=== Provided records ===

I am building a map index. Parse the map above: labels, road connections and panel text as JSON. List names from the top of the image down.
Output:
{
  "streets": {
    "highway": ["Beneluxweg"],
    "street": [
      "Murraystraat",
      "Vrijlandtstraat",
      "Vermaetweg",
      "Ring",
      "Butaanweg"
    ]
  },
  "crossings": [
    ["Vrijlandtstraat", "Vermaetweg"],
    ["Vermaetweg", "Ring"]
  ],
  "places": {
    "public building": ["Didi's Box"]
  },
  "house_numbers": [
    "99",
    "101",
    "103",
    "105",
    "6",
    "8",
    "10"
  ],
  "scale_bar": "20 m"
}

===

The task: Your reply should consist of all the records, restated exactly.

Problem solution:
I am building a map index. Parse the map above: labels, road connections and panel text as JSON. List names from the top of the image down.
Output:
{
  "streets": {
    "highway": ["Beneluxweg"],
    "street": [
      "Murraystraat",
      "Vrijlandtstraat",
      "Vermaetweg",
      "Ring",
      "Butaanweg"
    ]
  },
  "crossings": [
    ["Vrijlandtstraat", "Vermaetweg"],
    ["Vermaetweg", "Ring"]
  ],
  "places": {
    "public building": ["Didi's Box"]
  },
  "house_numbers": [
    "99",
    "101",
    "103",
    "105",
    "6",
    "8",
    "10"
  ],
  "scale_bar": "20 m"
}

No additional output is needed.